EXCERPTED RECORDS Block Start

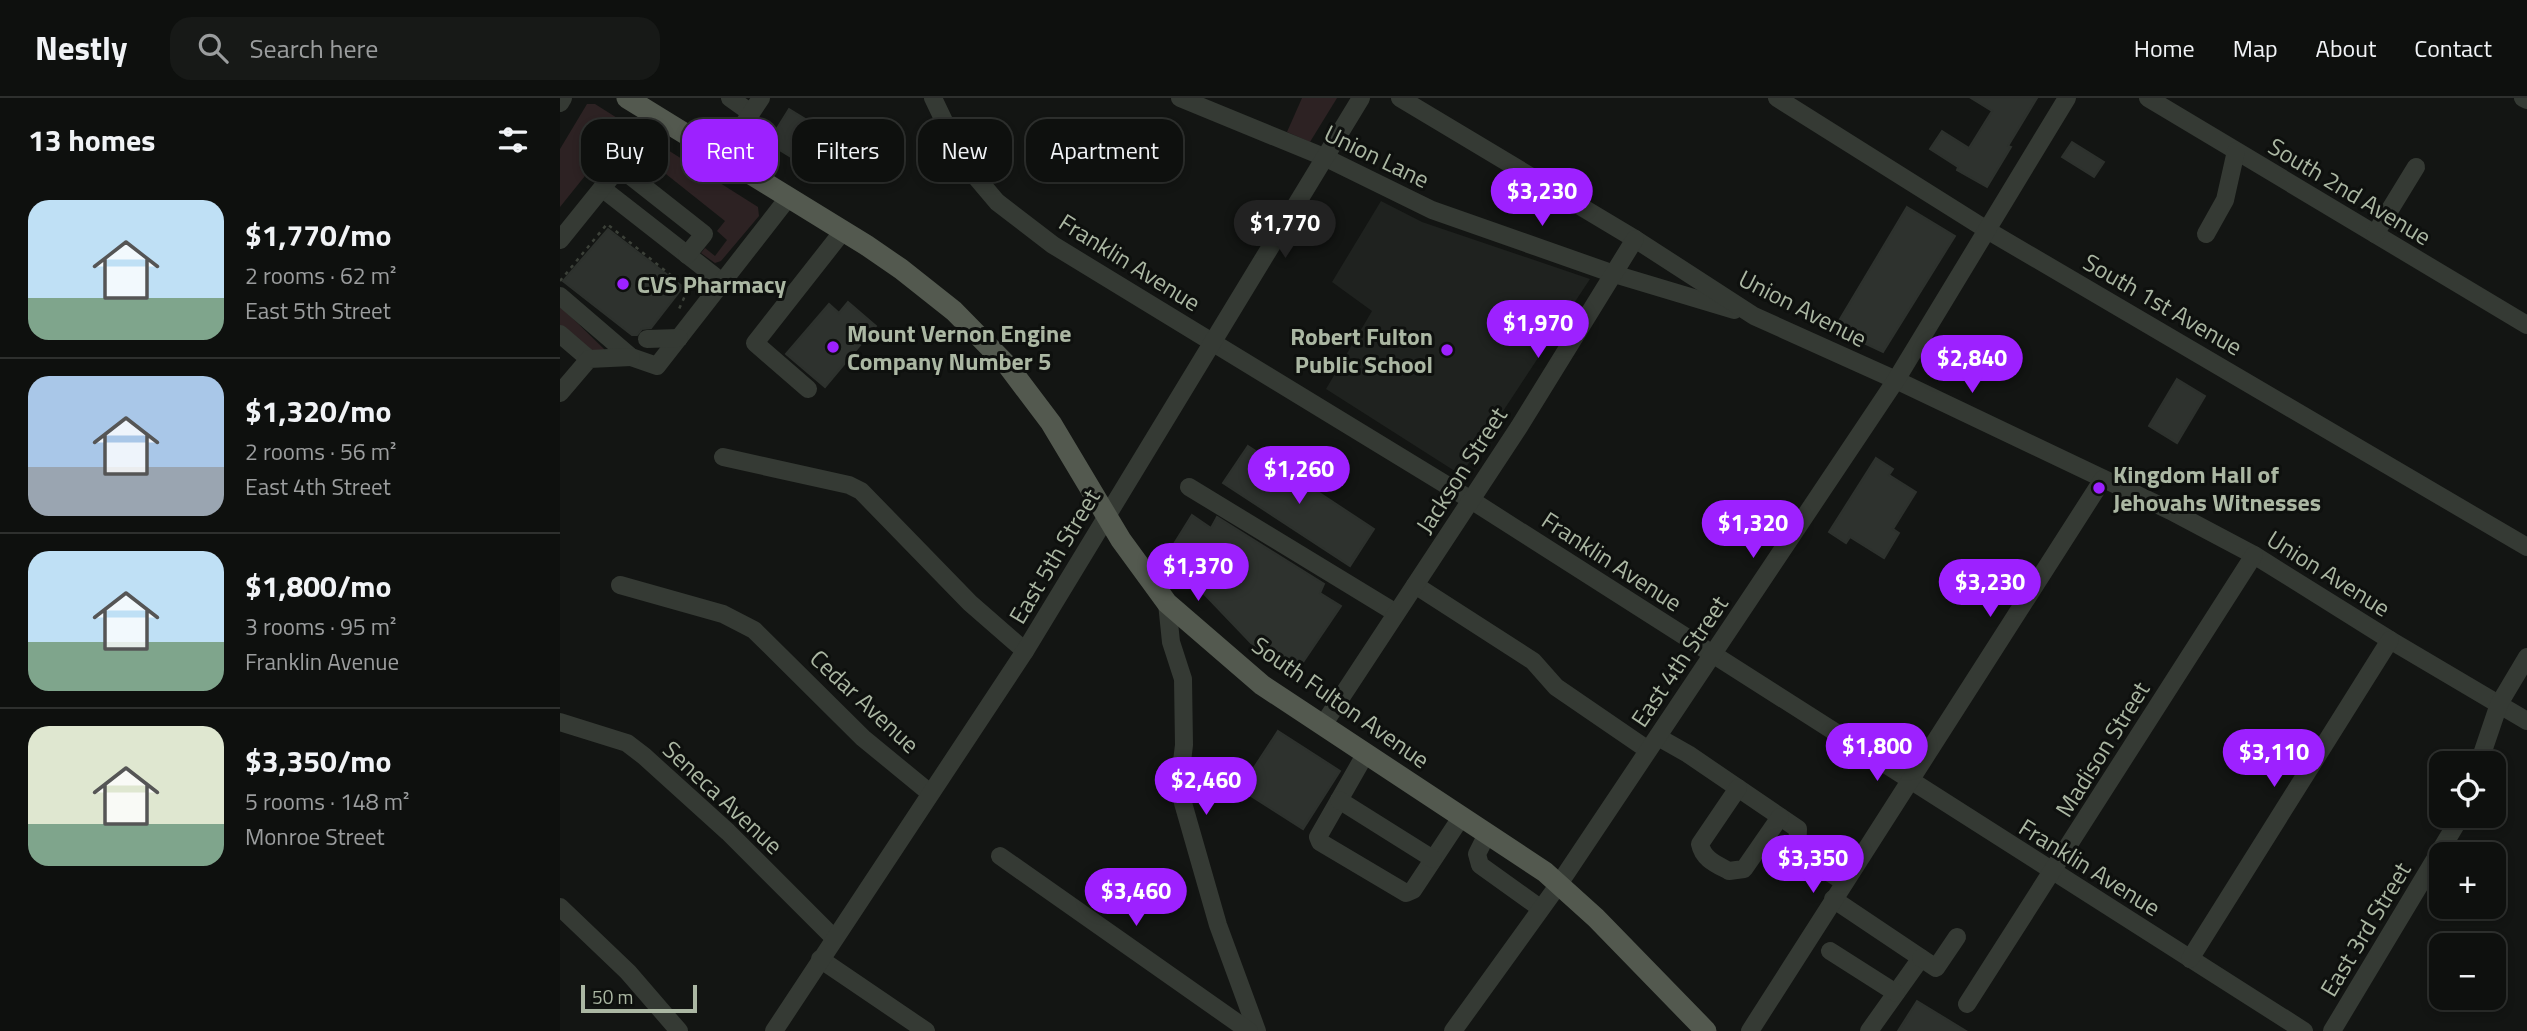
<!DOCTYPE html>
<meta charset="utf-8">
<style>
body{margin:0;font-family:"Titillium Web",sans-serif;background:#171917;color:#f1f3f6;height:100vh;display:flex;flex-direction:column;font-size:26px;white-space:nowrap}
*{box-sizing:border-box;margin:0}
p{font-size:23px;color:#9b9d9e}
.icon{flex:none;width:38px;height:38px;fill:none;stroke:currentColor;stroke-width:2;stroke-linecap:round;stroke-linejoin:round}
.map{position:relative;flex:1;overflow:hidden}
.details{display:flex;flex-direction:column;background:#0e100e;width:560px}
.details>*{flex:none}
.guide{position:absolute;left:21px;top:21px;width:665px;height:63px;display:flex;gap:14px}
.fabs{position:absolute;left:1869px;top:653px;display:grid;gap:14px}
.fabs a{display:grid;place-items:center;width:77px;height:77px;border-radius:14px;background:#0e100e;box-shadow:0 4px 10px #0003,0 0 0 2px #2e302e;font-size:35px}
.scale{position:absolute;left:21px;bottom:18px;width:116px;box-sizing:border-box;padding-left:7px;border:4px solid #abb7a3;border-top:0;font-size:19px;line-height:24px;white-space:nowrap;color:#abb7a3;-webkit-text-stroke:5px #0e100e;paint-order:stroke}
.price{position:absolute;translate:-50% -60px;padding:0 16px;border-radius:24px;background:#9d21ff;color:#fff;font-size:23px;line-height:46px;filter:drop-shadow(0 2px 4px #0008)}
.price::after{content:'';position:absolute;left:50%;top:42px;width:21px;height:16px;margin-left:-10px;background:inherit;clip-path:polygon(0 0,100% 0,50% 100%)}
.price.selected{background:#222;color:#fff}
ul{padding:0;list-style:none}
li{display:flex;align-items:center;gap:21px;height:175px;padding:0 28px}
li+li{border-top:2px solid #2e302e}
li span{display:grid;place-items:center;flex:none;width:196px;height:140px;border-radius:21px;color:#555}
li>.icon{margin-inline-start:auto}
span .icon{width:84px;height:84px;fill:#fffc;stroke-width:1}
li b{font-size:30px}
h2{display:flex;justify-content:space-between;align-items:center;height:84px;padding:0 28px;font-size:30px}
.chip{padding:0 24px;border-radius:21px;background:#0e100e;box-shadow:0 4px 10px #0003,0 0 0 2px #2e302e;font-size:24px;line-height:63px}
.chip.selected{background:#9d21ff;color:#fff}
header{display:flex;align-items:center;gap:42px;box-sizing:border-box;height:98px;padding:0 35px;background:#0e100e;border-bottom:2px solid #2e302e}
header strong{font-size:33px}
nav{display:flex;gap:38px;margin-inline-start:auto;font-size:24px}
.search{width:490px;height:63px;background:#171917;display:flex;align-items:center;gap:18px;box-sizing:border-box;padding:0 24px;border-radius:21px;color:#9b9d9e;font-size:26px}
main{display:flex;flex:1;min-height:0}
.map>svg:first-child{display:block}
</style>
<header>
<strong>Nestly</strong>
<div class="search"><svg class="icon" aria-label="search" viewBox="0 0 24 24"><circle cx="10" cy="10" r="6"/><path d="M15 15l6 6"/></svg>Search here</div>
<nav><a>Home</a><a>Map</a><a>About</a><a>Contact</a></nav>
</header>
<main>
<section class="details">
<h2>13 homes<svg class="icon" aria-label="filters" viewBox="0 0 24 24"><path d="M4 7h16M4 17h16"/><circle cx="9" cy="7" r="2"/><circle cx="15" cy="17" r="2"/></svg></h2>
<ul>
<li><span style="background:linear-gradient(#bfe0f5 70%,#7fa58c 0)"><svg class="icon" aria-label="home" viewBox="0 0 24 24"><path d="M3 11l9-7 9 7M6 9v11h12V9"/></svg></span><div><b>$1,770/mo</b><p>2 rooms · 62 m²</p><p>East 5th Street</p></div></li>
<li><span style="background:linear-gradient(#a9c7e8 65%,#9aa5b1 0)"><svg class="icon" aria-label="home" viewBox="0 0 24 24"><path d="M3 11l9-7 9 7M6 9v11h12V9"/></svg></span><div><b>$1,320/mo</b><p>2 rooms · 56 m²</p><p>East 4th Street</p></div></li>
<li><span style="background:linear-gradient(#bfe0f5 65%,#7fa58c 0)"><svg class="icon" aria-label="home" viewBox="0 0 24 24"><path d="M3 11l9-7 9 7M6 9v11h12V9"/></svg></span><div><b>$1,800/mo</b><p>3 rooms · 95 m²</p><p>Franklin Avenue</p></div></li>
<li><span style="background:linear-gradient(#dfe7d0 70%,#7fa58c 0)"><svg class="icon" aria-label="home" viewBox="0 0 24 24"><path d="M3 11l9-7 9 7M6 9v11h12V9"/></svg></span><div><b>$3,350/mo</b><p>5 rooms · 148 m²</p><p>Monroe Street</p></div></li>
</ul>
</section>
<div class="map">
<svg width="1967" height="933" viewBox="0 0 1967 933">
<rect width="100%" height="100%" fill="#131513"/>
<path fill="#1f221f" d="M821 103 862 124 1030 181 901 377 766 291 812 213 772 184Z"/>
<g fill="#2d2223">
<path d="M742 0H777L750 44 727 34Z"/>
<path d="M27 6H35L198 109 199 118 161 163 155 165 141 155 145 150 155 158 167 142 157 133 165 123 67 45 59 55 49 48 0 109V51Z"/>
<path d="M0 208 44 251V254L33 256 0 228Z"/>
</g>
<g fill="#2e322e" stroke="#2d312d" stroke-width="2">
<path d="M1411 0H1477L1448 48 1451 49 1427 89 1397 72 1398 69 1370 51 1382 33 1409 50 1432 13Z"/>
<path d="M229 11 283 44 262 78 208 45Z"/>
<path d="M1512 44 1544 64 1534 79 1502 59Z"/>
<path d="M1347 109 1395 138 1323 254 1274 231Z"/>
<path d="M48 131 123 189 91 230 82 231 77 237H72L3 183Z"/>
<path d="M288 204 316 228 265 289 226 256 269 206 279 215Z"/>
<path d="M1617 281 1645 298 1617 345 1589 328Z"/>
<path d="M688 348 814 431 790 468 663 385Z"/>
<path d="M1316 360 1333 371 1329 377 1356 394 1333 431 1339 435 1324 460 1290 439 1286 445 1269 434Z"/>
<path d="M632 417 651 430 657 419 764 486 760 495 781 508 737 573 691 545 607 457Z"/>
<path d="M718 633 780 673 743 731 680 691Z"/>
<path d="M1357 903 1406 933H1338Z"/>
</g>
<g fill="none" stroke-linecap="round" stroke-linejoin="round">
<path stroke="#3c4139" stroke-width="2.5" stroke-dasharray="3.5 5" stroke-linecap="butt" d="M0 183 47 126 128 191 119 211"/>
<g stroke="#353a34" stroke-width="18">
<path d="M170 0 191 15"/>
<path d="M373 0 404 65 437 104 493 147 911 402 1744 933"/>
<path d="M620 0 764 59 872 112 1054 176 1174 212"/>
<path d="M840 0 1075 141 1194 218 1336 282 1611 413 1694 457 1830 542 1967 623"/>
<path d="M1217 0 1427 132 1967 449"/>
<path d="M1588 0 1967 227"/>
<path d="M1963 0 1967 2"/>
<path d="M0 5 3 0"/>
<path d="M162 59 201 0"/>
<path d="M43 91 162 184"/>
<path d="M1646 136 1665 102 1676 53"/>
<path d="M1815 136 1856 69"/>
<path d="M0 142 59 69 144 136 127 157"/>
<path d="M0 198 71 259 97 268 228 100"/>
<path d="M0 236 29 261"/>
<path d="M87 241 119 240"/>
<path d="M248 291 195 245 283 133"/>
<path d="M0 295 29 261 71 259"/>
<path d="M163 359 289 387 301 393 410 505 465 553"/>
<path d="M629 389 836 515"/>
<path d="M60 487 163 516 194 532 303 640 370 695"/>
<path d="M855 487 973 563 996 589 1088 652"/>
<path d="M607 505 611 544 623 581 624 647 620 680 623 705 658 827 697 933"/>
<path d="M0 624 67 645 84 658 168 734 274 840"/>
<path d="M763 627 959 329 1075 141"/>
<path d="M1098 639 1128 656 1238 731 1237 754 1284 784"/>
<path d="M806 655 758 739 760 744 846 795 853 792 902 718"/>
<path d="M1919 665 1939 606 1967 559"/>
<path d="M1178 690 1140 746C1143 761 1156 766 1169 773L1184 771 1220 719"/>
<path d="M779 702 873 761"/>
<path d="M927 736 917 756 920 767 980 810"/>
<path d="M440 758 689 933"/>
<path d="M1273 801 1361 860 1309 933"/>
<path d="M0 809 68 874 119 933"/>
<path d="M1270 853 1336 895"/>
<path d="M1361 860 1376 870 1397 839"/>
<path d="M260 861 366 933"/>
<path d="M1630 861 1830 542"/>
<path d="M1407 906 1694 457"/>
<path d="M214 933 465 553 801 0"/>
<path d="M893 933 999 786 1336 282 1507 0"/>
<path d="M1190 933 1543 381"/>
<path d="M1772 933 1901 718"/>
</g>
<path stroke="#53594f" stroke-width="21" d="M67 0 306 147 341 171 394 213 448 268 491 325 561 442 607 505 702 587 985 774 1036 820 1146 933"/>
</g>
<g fill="#9d21ff" stroke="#0e100e" stroke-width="2.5">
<circle cx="63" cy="186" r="7"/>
<circle cx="273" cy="249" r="7"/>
<circle cx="887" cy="252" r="7"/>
<circle cx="1539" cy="390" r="7"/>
</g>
<g text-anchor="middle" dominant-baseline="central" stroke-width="6" stroke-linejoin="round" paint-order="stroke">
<g font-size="24" fill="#abb7a3" stroke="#0e100e">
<text transform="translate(817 58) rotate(26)">Union Lane</text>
<text transform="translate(1790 93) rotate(31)">South 2nd Avenue</text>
<text transform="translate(570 164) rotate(32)">Franklin Avenue</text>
<text transform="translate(1603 206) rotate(30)">South 1st Avenue</text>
<text transform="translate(1243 210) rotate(27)">Union Avenue</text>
<text transform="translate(901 372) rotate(-57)">Jackson Street</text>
<text transform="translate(494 458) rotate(-59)">East 5th Street</text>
<text transform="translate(1052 463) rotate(33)">Franklin Avenue</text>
<text transform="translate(1769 475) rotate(32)">Union Avenue</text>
<text transform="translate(1119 563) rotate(-56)">East 4th Street</text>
<text transform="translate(305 603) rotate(43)">Cedar Avenue</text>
<text transform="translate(781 604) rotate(35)">South Fulton Avenue</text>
<text transform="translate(1542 651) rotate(-58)">Madison Street</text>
<text transform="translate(163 699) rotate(43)">Seneca Avenue</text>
<text transform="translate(1530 769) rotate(32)">Franklin Avenue</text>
<text transform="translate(1805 831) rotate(-59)">East 3rd Street</text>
</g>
<g font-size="24" font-weight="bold" fill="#abb7a3" stroke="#0e100e" text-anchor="start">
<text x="77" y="186">CVS Pharmacy</text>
<text x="287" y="235">Mount Vernon Engine<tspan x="287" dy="28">Company Number 5</tspan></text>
<text x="873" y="238" text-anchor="end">Robert Fulton<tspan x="873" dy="28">Public School</tspan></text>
<text x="1553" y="376">Kingdom Hall of<tspan x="1553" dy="28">Jehovahs Witnesses</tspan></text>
</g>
</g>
</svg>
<div class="fabs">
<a><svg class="icon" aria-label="locate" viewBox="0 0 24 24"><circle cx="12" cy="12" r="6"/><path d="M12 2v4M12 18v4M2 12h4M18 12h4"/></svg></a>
<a>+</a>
<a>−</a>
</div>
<div class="scale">50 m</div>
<b class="price" style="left:982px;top:130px">$3,230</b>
<b class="price selected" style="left:725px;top:162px">$1,770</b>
<b class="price" style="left:978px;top:262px">$1,970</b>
<b class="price" style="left:1412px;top:297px">$2,840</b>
<b class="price" style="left:739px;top:408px">$1,260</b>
<b class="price" style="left:1193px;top:462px">$1,320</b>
<b class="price" style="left:638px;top:505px">$1,370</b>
<b class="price" style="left:1430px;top:521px">$3,230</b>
<b class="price" style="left:1317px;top:685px">$1,800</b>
<b class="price" style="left:1714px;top:691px">$3,110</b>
<b class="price" style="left:646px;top:719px">$2,460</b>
<b class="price" style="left:1253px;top:797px">$3,350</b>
<b class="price" style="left:576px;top:830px">$3,460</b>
<div class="guide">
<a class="chip">Buy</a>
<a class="chip selected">Rent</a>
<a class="chip">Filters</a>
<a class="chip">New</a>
<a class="chip">Apartment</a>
</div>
</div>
</main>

EXCERPTED RECORDS Block End

Using the entries, return every line where the word "none" can be found.

.icon{flex:none;width:38px;height:38px;fill:none;stroke:currentColor;stroke-width:2;stroke-linecap:round;stroke-linejoin:round}
.details>*{flex:none}
ul{padding:0;list-style:none}
li span{display:grid;place-items:center;flex:none;width:196px;height:140px;border-radius:21px;color:#555}
<g fill="none" stroke-linecap="round" stroke-linejoin="round">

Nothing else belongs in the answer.